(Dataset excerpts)

===============

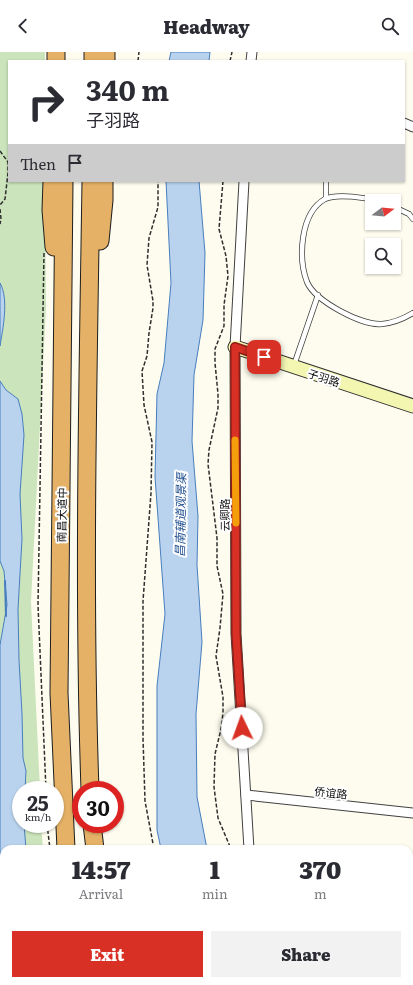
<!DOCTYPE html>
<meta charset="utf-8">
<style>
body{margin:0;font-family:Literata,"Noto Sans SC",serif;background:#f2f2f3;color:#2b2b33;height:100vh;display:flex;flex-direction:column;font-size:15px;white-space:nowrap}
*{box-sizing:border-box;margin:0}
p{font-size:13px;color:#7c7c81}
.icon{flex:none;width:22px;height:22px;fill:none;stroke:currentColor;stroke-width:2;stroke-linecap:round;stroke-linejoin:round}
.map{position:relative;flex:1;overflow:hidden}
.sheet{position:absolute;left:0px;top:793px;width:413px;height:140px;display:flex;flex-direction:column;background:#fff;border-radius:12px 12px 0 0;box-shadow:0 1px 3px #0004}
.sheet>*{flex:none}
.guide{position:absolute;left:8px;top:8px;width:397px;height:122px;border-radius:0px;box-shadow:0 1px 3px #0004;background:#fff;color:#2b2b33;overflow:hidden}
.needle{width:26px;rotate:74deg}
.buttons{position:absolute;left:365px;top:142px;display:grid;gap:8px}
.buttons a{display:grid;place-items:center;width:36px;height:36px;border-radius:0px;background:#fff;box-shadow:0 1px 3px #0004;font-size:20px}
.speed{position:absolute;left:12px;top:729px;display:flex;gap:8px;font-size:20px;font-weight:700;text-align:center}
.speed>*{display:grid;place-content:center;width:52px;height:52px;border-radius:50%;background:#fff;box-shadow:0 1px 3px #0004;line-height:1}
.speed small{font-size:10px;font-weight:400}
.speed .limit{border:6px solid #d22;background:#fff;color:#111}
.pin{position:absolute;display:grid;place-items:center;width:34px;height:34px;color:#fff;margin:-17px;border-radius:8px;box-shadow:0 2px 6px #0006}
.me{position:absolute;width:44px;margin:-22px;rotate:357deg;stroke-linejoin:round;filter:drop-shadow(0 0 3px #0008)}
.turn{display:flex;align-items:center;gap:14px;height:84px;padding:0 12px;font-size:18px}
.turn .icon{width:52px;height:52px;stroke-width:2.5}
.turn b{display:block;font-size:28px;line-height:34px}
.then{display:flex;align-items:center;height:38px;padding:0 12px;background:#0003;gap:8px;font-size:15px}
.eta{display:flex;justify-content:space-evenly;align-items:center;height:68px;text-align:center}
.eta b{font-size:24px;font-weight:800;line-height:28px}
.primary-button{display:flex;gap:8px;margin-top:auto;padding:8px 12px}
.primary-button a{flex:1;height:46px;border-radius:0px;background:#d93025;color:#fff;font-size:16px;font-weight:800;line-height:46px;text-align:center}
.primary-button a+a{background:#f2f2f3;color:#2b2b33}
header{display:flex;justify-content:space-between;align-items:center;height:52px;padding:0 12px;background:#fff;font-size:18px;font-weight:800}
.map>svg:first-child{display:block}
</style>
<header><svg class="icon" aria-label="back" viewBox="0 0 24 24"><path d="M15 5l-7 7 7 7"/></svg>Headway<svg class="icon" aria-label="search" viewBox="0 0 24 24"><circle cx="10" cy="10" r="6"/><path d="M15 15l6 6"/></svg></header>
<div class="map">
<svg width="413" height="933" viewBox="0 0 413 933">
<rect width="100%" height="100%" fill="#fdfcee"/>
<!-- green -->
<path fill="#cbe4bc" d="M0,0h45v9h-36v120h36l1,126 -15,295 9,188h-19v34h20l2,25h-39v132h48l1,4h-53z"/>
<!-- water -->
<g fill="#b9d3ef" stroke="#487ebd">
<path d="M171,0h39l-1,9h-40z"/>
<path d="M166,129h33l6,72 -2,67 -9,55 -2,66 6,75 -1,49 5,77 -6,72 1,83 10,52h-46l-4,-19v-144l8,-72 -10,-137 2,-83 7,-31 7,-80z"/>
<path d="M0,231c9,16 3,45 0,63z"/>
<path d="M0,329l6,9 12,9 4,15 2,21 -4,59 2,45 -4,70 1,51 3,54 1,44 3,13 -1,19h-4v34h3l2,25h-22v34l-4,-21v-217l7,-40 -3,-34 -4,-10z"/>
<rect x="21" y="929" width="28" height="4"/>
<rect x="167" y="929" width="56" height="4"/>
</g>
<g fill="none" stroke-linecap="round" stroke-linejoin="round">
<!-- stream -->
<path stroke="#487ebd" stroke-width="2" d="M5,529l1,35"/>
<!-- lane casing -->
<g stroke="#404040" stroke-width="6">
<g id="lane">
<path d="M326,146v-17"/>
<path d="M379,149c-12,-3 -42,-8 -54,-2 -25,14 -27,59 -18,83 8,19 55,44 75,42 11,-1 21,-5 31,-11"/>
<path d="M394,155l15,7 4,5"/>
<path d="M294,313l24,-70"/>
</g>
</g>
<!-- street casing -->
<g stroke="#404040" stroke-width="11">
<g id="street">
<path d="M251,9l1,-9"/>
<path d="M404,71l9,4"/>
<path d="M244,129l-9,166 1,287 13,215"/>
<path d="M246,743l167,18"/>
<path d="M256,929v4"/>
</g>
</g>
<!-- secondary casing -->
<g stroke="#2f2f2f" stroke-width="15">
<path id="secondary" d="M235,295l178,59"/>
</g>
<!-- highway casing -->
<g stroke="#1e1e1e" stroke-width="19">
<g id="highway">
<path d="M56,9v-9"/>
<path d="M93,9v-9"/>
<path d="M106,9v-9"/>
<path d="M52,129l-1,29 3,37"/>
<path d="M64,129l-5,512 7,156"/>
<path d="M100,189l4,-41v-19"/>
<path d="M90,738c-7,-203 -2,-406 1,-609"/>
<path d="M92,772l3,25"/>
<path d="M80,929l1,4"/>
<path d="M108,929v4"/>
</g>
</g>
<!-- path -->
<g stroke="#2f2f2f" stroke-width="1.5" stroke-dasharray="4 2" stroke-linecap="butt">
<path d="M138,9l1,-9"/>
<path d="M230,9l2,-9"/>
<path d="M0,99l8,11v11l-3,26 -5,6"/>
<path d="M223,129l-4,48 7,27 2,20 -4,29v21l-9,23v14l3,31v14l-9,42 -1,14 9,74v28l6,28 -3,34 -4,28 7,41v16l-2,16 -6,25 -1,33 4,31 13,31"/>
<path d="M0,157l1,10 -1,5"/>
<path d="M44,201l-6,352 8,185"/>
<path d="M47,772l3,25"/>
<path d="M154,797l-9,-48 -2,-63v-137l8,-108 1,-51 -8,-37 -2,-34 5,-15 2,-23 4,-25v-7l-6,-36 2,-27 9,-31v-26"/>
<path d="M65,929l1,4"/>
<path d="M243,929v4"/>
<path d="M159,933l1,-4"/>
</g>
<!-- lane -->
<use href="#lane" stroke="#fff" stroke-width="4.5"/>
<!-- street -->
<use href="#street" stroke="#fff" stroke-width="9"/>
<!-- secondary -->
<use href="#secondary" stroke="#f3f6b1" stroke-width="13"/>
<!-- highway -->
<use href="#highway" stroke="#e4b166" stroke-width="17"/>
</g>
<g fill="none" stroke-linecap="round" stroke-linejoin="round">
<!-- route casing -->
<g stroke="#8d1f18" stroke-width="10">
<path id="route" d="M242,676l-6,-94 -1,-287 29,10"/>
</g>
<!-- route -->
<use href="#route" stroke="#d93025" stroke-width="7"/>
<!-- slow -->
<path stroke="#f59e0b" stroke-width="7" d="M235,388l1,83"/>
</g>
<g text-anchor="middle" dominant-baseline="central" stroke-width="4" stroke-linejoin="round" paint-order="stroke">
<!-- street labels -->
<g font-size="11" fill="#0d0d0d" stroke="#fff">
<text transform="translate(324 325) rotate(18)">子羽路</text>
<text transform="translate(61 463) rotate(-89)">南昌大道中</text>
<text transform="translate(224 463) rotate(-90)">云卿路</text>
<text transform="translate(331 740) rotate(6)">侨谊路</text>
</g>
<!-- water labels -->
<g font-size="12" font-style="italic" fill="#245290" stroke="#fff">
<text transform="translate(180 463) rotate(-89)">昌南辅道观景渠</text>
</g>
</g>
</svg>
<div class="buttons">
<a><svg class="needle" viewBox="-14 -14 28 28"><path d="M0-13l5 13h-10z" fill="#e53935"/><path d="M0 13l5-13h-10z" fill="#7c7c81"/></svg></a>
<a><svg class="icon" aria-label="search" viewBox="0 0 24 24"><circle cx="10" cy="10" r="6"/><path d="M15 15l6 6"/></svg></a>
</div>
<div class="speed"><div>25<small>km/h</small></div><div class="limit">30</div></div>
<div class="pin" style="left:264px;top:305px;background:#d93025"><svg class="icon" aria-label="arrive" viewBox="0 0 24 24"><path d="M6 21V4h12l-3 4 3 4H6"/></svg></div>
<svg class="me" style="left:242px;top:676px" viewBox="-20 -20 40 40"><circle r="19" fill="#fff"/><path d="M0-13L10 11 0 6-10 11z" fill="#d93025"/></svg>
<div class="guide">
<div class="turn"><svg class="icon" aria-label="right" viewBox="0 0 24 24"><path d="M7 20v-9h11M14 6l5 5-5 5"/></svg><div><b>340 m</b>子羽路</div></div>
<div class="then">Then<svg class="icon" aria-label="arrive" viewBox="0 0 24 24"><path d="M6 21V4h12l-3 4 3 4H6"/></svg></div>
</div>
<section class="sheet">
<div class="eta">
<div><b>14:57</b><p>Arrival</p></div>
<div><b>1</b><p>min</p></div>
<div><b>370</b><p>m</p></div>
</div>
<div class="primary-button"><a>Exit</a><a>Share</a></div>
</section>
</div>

===============

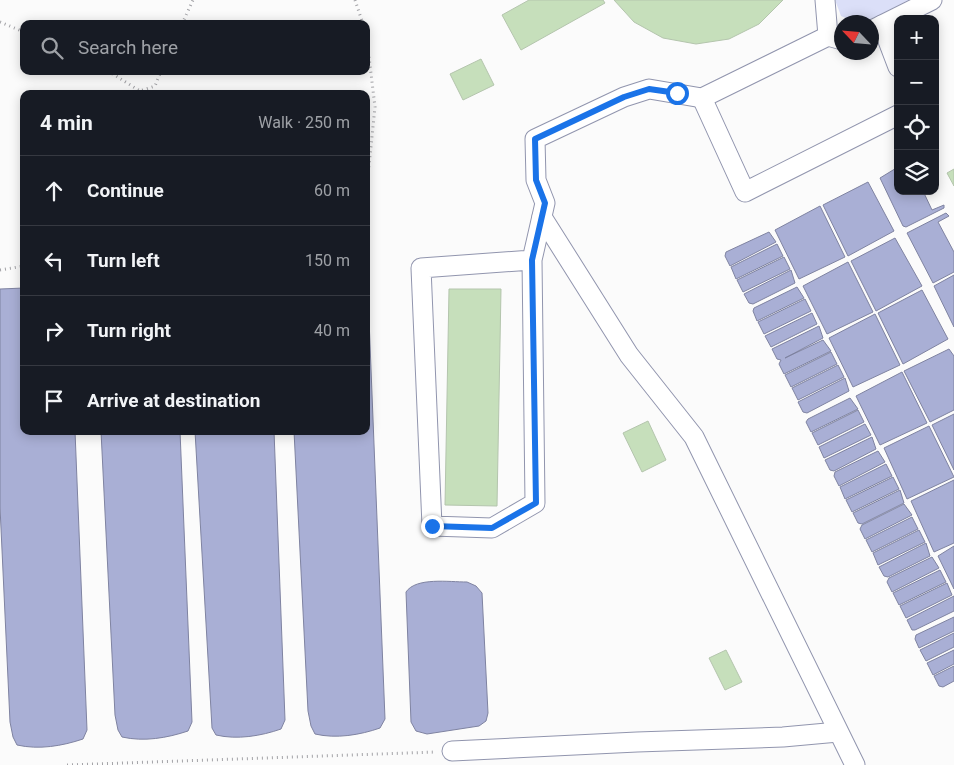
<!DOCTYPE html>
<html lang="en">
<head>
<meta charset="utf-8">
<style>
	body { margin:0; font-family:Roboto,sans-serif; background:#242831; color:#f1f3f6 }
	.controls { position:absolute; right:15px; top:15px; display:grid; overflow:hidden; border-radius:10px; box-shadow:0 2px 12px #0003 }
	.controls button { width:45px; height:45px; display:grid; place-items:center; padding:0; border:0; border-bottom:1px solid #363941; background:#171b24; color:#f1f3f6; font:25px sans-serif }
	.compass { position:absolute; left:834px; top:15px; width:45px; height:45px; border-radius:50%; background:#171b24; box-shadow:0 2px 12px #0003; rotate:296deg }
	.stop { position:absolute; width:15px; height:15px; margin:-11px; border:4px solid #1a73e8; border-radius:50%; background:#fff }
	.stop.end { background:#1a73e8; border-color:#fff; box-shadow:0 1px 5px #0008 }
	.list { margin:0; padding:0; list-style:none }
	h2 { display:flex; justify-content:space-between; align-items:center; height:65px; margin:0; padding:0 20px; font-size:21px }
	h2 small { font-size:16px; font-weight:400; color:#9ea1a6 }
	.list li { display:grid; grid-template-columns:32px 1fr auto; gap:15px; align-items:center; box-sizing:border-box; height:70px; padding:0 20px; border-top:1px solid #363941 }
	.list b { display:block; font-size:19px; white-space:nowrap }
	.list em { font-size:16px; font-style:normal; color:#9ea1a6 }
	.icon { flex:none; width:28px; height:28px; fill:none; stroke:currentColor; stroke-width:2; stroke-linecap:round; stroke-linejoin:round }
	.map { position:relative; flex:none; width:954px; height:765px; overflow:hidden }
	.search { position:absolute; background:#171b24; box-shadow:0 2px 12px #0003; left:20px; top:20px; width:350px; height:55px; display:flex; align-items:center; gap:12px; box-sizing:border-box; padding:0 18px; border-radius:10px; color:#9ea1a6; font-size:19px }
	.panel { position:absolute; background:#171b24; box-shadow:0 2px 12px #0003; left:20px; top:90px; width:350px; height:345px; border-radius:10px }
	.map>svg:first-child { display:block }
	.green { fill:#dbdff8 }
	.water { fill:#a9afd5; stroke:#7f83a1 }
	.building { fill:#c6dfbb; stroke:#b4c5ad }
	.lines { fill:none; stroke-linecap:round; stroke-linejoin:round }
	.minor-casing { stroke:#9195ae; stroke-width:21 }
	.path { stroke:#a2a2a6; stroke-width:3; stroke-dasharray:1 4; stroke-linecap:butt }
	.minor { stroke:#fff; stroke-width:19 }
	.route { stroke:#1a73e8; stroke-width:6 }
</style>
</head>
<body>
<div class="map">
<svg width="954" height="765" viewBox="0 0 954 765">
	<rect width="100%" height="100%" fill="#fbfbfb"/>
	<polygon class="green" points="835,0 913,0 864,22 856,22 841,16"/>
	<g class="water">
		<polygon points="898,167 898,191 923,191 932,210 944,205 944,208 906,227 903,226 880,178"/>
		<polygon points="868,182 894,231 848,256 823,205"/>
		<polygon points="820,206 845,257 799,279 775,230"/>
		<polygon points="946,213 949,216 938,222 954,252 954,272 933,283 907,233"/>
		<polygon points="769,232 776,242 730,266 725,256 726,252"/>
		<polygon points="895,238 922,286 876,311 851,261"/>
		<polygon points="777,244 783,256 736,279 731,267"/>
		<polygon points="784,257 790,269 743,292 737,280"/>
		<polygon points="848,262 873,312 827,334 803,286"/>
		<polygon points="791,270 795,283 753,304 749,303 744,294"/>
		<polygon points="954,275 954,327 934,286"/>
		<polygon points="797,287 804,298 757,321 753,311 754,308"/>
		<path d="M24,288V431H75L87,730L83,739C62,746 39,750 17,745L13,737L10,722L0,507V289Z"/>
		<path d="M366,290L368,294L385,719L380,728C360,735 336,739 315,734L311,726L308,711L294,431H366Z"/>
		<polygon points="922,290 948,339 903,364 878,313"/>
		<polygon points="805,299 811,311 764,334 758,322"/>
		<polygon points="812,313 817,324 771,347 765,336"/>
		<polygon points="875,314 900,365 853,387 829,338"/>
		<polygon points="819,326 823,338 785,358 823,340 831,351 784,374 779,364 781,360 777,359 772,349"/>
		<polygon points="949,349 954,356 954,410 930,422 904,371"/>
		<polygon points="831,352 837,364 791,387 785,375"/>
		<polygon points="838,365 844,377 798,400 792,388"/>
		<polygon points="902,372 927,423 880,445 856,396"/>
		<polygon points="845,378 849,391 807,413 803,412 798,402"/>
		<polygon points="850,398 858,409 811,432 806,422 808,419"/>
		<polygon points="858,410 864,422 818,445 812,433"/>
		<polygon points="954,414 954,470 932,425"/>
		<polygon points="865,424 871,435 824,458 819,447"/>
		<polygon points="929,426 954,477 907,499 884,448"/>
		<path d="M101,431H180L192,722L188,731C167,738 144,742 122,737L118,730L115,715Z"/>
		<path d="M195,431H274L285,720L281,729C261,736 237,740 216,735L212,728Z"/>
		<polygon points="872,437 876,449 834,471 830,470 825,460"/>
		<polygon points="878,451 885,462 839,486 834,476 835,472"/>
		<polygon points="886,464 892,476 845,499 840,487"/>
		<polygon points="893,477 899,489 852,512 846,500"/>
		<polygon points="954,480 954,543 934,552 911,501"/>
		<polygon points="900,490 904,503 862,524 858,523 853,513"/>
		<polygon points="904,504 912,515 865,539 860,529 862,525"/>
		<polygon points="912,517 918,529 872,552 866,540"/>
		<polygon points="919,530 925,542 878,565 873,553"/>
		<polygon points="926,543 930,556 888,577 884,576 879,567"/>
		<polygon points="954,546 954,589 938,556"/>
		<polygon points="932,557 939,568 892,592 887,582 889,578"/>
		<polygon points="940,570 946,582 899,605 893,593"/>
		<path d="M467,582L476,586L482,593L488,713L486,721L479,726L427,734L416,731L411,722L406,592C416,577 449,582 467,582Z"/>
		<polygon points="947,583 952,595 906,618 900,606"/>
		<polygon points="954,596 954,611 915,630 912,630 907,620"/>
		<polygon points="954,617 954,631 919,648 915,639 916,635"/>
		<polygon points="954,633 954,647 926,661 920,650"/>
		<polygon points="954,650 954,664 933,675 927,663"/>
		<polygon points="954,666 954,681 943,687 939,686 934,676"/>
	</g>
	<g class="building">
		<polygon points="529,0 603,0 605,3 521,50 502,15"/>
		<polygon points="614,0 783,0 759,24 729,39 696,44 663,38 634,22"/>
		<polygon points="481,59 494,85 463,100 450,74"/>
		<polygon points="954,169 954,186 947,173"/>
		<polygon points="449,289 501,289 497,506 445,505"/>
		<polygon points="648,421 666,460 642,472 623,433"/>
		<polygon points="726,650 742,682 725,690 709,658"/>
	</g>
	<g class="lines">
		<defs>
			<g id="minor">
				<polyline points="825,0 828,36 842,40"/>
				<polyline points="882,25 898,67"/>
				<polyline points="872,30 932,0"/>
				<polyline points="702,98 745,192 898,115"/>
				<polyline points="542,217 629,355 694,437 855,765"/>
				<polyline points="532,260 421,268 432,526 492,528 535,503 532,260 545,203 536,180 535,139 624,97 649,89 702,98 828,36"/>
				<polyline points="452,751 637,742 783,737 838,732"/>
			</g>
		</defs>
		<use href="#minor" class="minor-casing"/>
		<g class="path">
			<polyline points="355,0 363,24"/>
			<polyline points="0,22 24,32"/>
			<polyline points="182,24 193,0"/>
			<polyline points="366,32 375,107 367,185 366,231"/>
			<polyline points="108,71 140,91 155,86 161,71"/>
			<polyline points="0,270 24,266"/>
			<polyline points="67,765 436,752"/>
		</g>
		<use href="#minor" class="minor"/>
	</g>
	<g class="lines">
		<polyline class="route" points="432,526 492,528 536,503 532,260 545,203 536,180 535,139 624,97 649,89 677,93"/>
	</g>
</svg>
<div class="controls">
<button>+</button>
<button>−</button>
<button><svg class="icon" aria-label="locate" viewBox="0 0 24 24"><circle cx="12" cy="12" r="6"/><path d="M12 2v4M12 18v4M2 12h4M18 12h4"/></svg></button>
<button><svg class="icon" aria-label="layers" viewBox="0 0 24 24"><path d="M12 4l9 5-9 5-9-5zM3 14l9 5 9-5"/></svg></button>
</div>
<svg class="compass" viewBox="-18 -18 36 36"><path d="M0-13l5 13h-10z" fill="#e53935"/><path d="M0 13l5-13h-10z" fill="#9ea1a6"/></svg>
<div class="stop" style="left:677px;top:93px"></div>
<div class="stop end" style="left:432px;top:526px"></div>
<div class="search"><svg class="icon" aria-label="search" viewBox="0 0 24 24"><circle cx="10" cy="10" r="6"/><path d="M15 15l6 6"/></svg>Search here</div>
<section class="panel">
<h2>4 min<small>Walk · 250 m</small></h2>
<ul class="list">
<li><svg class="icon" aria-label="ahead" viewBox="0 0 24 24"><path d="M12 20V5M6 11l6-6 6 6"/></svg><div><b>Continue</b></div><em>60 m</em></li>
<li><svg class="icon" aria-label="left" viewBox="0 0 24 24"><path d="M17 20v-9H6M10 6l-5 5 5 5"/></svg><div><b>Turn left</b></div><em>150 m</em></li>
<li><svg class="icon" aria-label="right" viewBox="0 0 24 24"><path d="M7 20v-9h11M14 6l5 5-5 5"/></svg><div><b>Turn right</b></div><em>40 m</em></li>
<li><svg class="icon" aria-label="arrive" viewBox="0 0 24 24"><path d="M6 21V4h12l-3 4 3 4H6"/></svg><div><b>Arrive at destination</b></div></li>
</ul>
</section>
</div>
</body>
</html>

===============

Work task >> Using the data above, repeat exactly the lines that begin at the line with "background:#1a73e8; border-color:#fff; box-shadow:0" and end at the line with "margin:0; padding:0; list-style:none", both ends included.

Answer to the problem >>
	.stop.end { background:#1a73e8; border-color:#fff; box-shadow:0 1px 5px #0008 }
	.list { margin:0; padding:0; list-style:none }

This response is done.